> _WHAT IS EXPECTED_:
Please return each record below exactly, with nothing left out.

> _Stored data entries_:
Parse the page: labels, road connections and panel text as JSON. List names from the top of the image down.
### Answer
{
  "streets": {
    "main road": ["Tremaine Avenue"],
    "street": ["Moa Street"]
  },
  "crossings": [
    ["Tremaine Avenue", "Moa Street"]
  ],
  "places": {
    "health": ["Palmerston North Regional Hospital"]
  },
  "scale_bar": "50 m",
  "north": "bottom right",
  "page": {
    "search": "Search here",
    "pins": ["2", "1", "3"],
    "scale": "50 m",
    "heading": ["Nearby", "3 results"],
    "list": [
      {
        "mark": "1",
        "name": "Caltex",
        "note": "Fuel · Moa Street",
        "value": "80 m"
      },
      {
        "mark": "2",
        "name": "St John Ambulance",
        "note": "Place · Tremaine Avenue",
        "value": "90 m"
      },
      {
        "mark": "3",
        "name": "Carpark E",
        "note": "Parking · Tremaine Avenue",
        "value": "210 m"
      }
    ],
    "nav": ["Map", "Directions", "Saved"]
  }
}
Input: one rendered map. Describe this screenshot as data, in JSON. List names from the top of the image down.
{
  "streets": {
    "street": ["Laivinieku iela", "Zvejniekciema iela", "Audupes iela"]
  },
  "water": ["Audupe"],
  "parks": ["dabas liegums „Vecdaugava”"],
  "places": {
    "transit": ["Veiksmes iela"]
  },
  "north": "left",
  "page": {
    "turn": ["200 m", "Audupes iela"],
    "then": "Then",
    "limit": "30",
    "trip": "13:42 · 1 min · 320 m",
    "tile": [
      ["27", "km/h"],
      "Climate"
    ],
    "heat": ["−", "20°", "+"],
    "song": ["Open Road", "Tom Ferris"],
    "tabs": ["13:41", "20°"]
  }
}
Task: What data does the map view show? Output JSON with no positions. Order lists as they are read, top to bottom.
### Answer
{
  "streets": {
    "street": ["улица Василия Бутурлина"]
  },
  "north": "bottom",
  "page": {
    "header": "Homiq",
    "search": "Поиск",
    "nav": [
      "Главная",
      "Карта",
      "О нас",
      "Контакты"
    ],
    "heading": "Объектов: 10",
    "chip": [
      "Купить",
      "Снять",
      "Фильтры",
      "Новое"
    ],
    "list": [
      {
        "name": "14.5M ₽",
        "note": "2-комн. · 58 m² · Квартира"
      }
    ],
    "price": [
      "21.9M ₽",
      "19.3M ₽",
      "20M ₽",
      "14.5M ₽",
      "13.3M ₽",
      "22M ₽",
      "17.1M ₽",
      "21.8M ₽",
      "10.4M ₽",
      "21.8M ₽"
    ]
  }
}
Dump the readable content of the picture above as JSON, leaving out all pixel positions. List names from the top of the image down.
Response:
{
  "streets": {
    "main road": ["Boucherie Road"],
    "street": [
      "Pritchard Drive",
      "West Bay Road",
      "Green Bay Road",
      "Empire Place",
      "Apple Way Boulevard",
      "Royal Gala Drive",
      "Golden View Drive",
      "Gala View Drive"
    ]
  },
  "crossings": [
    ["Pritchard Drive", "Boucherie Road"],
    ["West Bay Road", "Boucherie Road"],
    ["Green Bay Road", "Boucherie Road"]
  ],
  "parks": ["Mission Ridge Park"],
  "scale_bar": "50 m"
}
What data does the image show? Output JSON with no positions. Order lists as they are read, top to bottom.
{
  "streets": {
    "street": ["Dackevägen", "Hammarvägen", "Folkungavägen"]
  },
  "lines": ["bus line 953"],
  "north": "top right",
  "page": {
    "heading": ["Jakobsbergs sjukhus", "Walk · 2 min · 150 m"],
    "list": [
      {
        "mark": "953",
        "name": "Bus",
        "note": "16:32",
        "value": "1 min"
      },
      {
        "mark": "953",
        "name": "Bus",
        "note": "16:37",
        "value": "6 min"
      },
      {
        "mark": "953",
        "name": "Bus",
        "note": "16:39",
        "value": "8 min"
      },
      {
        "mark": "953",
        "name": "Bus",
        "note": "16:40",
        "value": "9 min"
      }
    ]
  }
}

> _ANSWER TO THIS TASK_:
Parse the page: labels, road connections and panel text as JSON. List names from the top of the image down.
### Answer
{
  "streets": {
    "main road": ["Tremaine Avenue"],
    "street": ["Moa Street"]
  },
  "crossings": [
    ["Tremaine Avenue", "Moa Street"]
  ],
  "places": {
    "health": ["Palmerston North Regional Hospital"]
  },
  "scale_bar": "50 m",
  "north": "bottom right",
  "page": {
    "search": "Search here",
    "pins": ["2", "1", "3"],
    "scale": "50 m",
    "heading": ["Nearby", "3 results"],
    "list": [
      {
        "mark": "1",
        "name": "Caltex",
        "note": "Fuel · Moa Street",
        "value": "80 m"
      },
      {
        "mark": "2",
        "name": "St John Ambulance",
        "note": "Place · Tremaine Avenue",
        "value": "90 m"
      },
      {
        "mark": "3",
        "name": "Carpark E",
        "note": "Parking · Tremaine Avenue",
        "value": "210 m"
      }
    ],
    "nav": ["Map", "Directions", "Saved"]
  }
}
Input: one rendered map. Describe this screenshot as data, in JSON. List names from the top of the image down.
{
  "streets": {
    "street": ["Laivinieku iela", "Zvejniekciema iela", "Audupes iela"]
  },
  "water": ["Audupe"],
  "parks": ["dabas liegums „Vecdaugava”"],
  "places": {
    "transit": ["Veiksmes iela"]
  },
  "north": "left",
  "page": {
    "turn": ["200 m", "Audupes iela"],
    "then": "Then",
    "limit": "30",
    "trip": "13:42 · 1 min · 320 m",
    "tile": [
      ["27", "km/h"],
      "Climate"
    ],
    "heat": ["−", "20°", "+"],
    "song": ["Open Road", "Tom Ferris"],
    "tabs": ["13:41", "20°"]
  }
}
Task: What data does the map view show? Output JSON with no positions. Order lists as they are read, top to bottom.
### Answer
{
  "streets": {
    "street": ["улица Василия Бутурлина"]
  },
  "north": "bottom",
  "page": {
    "header": "Homiq",
    "search": "Поиск",
    "nav": [
      "Главная",
      "Карта",
      "О нас",
      "Контакты"
    ],
    "heading": "Объектов: 10",
    "chip": [
      "Купить",
      "Снять",
      "Фильтры",
      "Новое"
    ],
    "list": [
      {
        "name": "14.5M ₽",
        "note": "2-комн. · 58 m² · Квартира"
      }
    ],
    "price": [
      "21.9M ₽",
      "19.3M ₽",
      "20M ₽",
      "14.5M ₽",
      "13.3M ₽",
      "22M ₽",
      "17.1M ₽",
      "21.8M ₽",
      "10.4M ₽",
      "21.8M ₽"
    ]
  }
}
Dump the readable content of the picture above as JSON, leaving out all pixel positions. List names from the top of the image down.
Response:
{
  "streets": {
    "main road": ["Boucherie Road"],
    "street": [
      "Pritchard Drive",
      "West Bay Road",
      "Green Bay Road",
      "Empire Place",
      "Apple Way Boulevard",
      "Royal Gala Drive",
      "Golden View Drive",
      "Gala View Drive"
    ]
  },
  "crossings": [
    ["Pritchard Drive", "Boucherie Road"],
    ["West Bay Road", "Boucherie Road"],
    ["Green Bay Road", "Boucherie Road"]
  ],
  "parks": ["Mission Ridge Park"],
  "scale_bar": "50 m"
}
What data does the image show? Output JSON with no positions. Order lists as they are read, top to bottom.
{
  "streets": {
    "street": ["Dackevägen", "Hammarvägen", "Folkungavägen"]
  },
  "lines": ["bus line 953"],
  "north": "top right",
  "page": {
    "heading": ["Jakobsbergs sjukhus", "Walk · 2 min · 150 m"],
    "list": [
      {
        "mark": "953",
        "name": "Bus",
        "note": "16:32",
        "value": "1 min"
      },
      {
        "mark": "953",
        "name": "Bus",
        "note": "16:37",
        "value": "6 min"
      },
      {
        "mark": "953",
        "name": "Bus",
        "note": "16:39",
        "value": "8 min"
      },
      {
        "mark": "953",
        "name": "Bus",
        "note": "16:40",
        "value": "9 min"
      }
    ]
  }
}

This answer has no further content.